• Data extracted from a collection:
────────────────────────────────────────
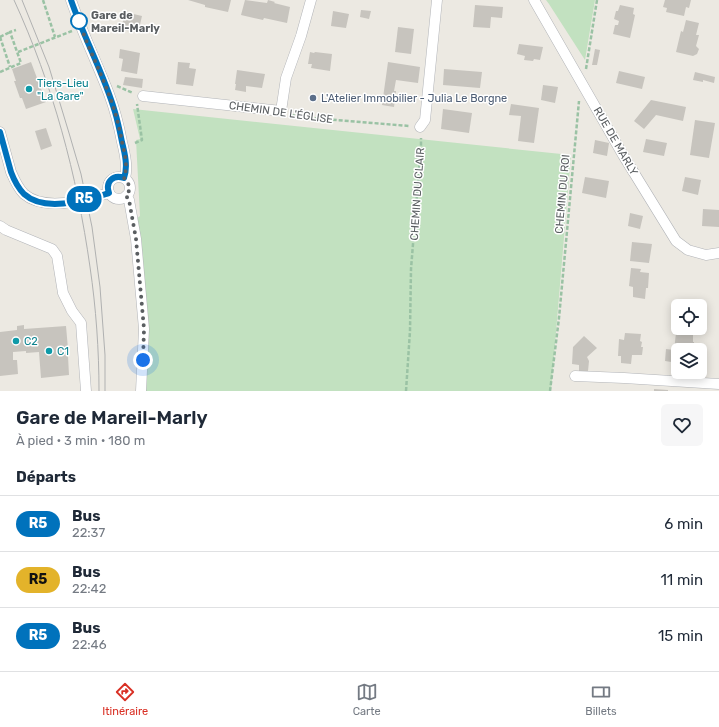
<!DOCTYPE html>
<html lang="fr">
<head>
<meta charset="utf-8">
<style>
	:root { --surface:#fff; --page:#f6f6f7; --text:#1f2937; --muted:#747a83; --line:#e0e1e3; --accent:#d93025 }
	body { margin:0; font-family:Rubik,sans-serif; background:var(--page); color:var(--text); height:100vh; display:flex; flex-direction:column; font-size:15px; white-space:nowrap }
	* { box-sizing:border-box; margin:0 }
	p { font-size:13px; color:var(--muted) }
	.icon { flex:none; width:22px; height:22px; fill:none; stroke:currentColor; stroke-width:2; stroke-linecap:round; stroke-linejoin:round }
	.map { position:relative; height:391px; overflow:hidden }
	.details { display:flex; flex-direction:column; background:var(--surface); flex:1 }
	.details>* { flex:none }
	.badge { padding:0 8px; border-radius:13px; font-size:14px; line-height:26px }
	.buttons { position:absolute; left:671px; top:299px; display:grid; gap:8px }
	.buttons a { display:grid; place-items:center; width:36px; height:36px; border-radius:6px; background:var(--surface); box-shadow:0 2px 10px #0003; font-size:20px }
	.you { position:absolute; width:20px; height:20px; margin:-10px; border:3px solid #fff; border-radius:50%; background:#1a73e8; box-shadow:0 0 0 6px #1a73e833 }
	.map>.badge { position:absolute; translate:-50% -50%; box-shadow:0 0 0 2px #fff }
	h2 { padding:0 16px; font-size:15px; line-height:36px }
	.round { display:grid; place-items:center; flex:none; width:42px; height:42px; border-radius:6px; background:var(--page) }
	.summary { display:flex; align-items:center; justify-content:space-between; height:68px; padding:0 16px }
	h1 { font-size:19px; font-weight:600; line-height:30px }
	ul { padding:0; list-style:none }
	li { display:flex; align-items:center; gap:12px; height:56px; padding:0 16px; border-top:1px solid var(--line) }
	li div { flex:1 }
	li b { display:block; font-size:15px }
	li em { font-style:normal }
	li .badge { min-width:44px; font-weight:700; text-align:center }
	.dock { display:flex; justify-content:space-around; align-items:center; height:56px; border-top:1px solid var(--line); background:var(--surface); font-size:11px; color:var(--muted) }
	.dock a { display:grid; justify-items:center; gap:2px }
	.dock .current { color:var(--accent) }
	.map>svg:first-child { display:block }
	.green { fill:#c2e1c0 }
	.building { fill:#c7c4be }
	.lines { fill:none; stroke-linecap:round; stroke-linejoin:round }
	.street-casing { stroke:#b2b4b8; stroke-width:11 }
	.path { stroke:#9ac2a4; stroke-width:2.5; stroke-dasharray:4 2; stroke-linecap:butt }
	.street { stroke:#fff; stroke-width:10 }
	.tram { stroke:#b0b1b1; stroke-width:1 }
	.line-casing { stroke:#fff; stroke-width:9 }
	.line { stroke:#0072bc; stroke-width:6 }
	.walk { stroke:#5a5e61; stroke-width:4; stroke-dasharray:0 7.2 }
	.stop-dot { fill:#fff; stroke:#0072bc; stroke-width:2 }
	.culture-dot { fill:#0f9aa8; stroke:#fff; stroke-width:1.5 }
	.service-dot { fill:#5c6f8a; stroke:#fff; stroke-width:1.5 }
	.labels { text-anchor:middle; stroke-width:3; stroke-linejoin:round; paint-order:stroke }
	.stop-label { font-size:11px; font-weight:bold; fill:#5a5e61; stroke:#fff; text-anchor:start }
	.culture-label { font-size:11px; fill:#0d838f; stroke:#fff; text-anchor:start }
	.service-label { font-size:11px; fill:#4e5e75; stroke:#fff; text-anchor:start }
	.street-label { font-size:11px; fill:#5a5e61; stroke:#fff }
</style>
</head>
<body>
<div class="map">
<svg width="719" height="391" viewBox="0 0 719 391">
	<rect width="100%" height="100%" fill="#ece9e2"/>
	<g class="green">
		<path d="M546,0H595L585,60L549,4Z"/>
		<path d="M133,109L571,155L551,391H146L148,318L136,219L140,216L136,140L140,139Z"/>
	</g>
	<g class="building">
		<path d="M188,0H231L228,12L205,7V5Z"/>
		<path d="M245,0L267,3L268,0L275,2L274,3L290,7L287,23L264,18L263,20L241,15Z"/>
		<path d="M665,0H691L689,8L686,7L684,16L666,12L667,8L663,7Z"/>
		<path d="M475,5L503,7L502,18L491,17L490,28L473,27Z"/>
		<path d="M620,5L634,8L633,14L635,15L630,38L613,34L615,25H618L619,21L614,19L616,11H618Z"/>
		<path d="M361,10L371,11L369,19L360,17Z"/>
		<path d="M333,11L349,14L346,28L331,26Z"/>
		<path d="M125,12L142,16L138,33L121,30Z"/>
		<path d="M686,20L699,23L696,35H699L696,46L699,49L697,54L693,56L676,52L681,31L683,32Z"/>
		<path d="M398,27L414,29L411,54L395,52Z"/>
		<path d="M519,44L543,47L540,60L534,59L533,61L524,60L525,56L517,54Z"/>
		<path d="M120,49L140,53L137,74L121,71L123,59L119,58Z"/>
		<path d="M595,49L600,50L597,65H592Z"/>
		<path d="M310,52L314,53L315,52L332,54L330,71L311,68L312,64H308Z"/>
		<path d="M31,62L46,102L26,109L22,98H20L14,81H16L12,69Z"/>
		<path d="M178,62L190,63L189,68L196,69L193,86L176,84Z"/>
		<path d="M388,62L420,67L418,83L396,80L394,91H396L394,107L382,105Z"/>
		<path d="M444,69L482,72L480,88L443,85Z"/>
		<path d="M237,70L265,74L262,88L246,86V92L235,90L236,84H235Z"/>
		<path d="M619,71L645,77L642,89L616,83Z"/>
		<path d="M695,72L715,77L714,83L703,80V82L693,80Z"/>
		<path d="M125,77L143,79L142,88L123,85Z"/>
		<path d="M543,85L558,87L555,103L541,100Z"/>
		<path d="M651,100L686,107L683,121L656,115L644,129L634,121Z"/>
		<path d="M511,104L539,108L534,143L518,141L521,116L509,115Z"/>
		<path d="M443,109L472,113L469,133L441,129Z"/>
		<path d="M695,120L715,123L709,158L690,155Z"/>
		<path d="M46,128L52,146L41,150L35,131Z"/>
		<path d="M646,139L667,143L664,156L643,152Z"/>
		<path d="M595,140L609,143L607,156L593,153Z"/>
		<path d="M585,177L609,181L606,198L582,193Z"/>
		<path d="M685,177L701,180L698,195L682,191Z"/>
		<path d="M703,209L719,210V227L702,226Z"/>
		<path d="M630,213L643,216L640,229L628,226Z"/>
		<path d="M632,242L652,244L649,263L630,261Z"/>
		<path d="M631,268L641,269L640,272L649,273L648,288H646L645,299L633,297V287L629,286Z"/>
		<path d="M24,325V329L66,326L68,349H66V356H68L69,375L41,378L39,352L26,353V351L13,352V360H17L18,374L0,376V332L17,330V326Z"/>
		<path d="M625,333L641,334L640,341L642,342L641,347H643L642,355H632L631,364L621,363V356H618L619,339L624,340Z"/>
		<path d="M676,333L693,334V342H694V350H678V363L665,361L666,349L674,350Z"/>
		<path d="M584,336L597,348L587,357L589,361L588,371H579V365L572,364L573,347Z"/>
		<path d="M654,389L668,390V391H654Z"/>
	</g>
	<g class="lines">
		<defs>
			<g id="street">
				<path d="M71,0C82,32 97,63 109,94C115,110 119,126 122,142C125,154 128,167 125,178"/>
				<path d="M534,0L623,155L676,241L688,250L706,255L719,253"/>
				<path d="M143,96L281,111L286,78L301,36L311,0"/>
				<path d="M420,127L425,120L437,0"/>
				<path d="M0,132L11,172C14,179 18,188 24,194C45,212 85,200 109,193"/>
				<circle cx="119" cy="188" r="11"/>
				<path d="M126,196L129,200L136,239L144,329L141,391"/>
				<path d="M0,226L6,230L52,249L57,256L63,293L72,311L81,323L86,391"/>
				<path d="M575,376L624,378L719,384"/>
			</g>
		</defs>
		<use href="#street" class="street-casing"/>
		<g class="path">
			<path d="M43,0L55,37"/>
			<path d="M0,37L10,67"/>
			<path d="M0,37L10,32"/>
			<path d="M18,52L72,31"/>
			<path d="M586,69L597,0"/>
			<path d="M0,72L21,63L10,32L16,30"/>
			<path d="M117,86L133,93"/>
			<path d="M291,115L301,117L409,126"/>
			<path d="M135,143L142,140L137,104"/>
			<path d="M406,391L410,331L411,269L421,145V138"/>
			<path d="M550,391L559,318L579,101"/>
		</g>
		<use href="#street" class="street"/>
		<g class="tram">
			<path d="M14,0C53,85 77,175 90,267C96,308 99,350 99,391"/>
			<path d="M22,0L49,67L69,133L81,174L92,227L100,287L105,355V391"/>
		</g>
	</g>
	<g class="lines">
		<defs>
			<path id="line" d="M0,132L11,172C14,180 18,188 24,194C45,213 85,200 109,193C105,182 113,174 124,178C128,167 125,154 122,142C120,132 118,122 115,112C104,74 84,38 71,0"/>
		</defs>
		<use href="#line" class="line-casing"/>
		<use href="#line" class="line"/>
		<path class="walk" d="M79,21C87,46 100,70 109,95C115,110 119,126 122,142C125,154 128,167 124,178C130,184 131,190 126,196L129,200L136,239L144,329L143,360"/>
	</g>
	<circle class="stop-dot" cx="79" cy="21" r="8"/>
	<g class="culture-dot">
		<circle cx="29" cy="89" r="4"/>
		<circle cx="16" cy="341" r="4"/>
		<circle cx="49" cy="351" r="4"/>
	</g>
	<circle class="service-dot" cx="313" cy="98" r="4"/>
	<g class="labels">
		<g class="stop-label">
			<text x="91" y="19">Gare de<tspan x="91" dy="13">Mareil-Marly</tspan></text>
		</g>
		<g class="culture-label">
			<text x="37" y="87">Tiers-Lieu<tspan x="37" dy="13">"La Gare"</tspan></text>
			<text x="24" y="345">C2</text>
			<text x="57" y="355">C1</text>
		</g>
		<g class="service-label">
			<text x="321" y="102">L'Atelier Immobilier - Julia Le Borgne</text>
		</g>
		<g class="street-label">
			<text transform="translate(281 112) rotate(8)" y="4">CHEMIN DE L'ÉGLISE</text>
			<text transform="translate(616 141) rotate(60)" y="4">RUE DE MARLY</text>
			<text transform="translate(417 194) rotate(-86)" y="4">CHEMIN DU CLAIR</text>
			<text transform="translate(562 194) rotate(-85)" y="4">CHEMIN DU ROI</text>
		</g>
	</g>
</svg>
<div class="buttons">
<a><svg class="icon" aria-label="locate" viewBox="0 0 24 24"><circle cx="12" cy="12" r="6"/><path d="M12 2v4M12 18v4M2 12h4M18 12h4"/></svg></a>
<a><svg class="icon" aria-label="layers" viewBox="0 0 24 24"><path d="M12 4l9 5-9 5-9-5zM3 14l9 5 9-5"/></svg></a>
</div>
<div class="you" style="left:143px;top:360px"></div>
<b class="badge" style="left:84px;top:199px;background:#0072bc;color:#fff">R5</b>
</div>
<section class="details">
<div class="summary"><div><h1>Gare de Mareil-Marly</h1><p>À pied · 3 min · 180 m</p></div><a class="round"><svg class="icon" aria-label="heart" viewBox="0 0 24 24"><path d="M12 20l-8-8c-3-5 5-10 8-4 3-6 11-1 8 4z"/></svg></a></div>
<h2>Départs</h2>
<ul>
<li><span class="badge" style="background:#0072bc;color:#fff">R5</span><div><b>Bus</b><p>22:37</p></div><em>6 min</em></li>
<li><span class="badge" style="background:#e3b32a;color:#111">R5</span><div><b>Bus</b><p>22:42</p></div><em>11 min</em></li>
<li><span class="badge" style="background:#0072bc;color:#fff">R5</span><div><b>Bus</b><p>22:46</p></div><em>15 min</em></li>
</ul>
</section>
<nav class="dock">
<a class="current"><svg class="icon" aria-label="directions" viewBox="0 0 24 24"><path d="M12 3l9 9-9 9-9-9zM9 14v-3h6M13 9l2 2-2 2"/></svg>Itinéraire</a>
<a><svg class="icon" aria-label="map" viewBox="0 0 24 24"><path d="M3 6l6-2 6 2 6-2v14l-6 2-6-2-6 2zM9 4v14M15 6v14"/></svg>Carte</a>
<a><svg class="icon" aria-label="tickets" viewBox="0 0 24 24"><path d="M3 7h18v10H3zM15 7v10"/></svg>Billets</a>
</nav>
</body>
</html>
────────────────────────────────────────
Filter by the word "buttons": copy every line of the data that holds it.

• Solution to the exercise:
	.buttons { position:absolute; left:671px; top:299px; display:grid; gap:8px }
	.buttons a { display:grid; place-items:center; width:36px; height:36px; border-radius:6px; background:var(--surface); box-shadow:0 2px 10px #0003; font-size:20px }
<div class="buttons">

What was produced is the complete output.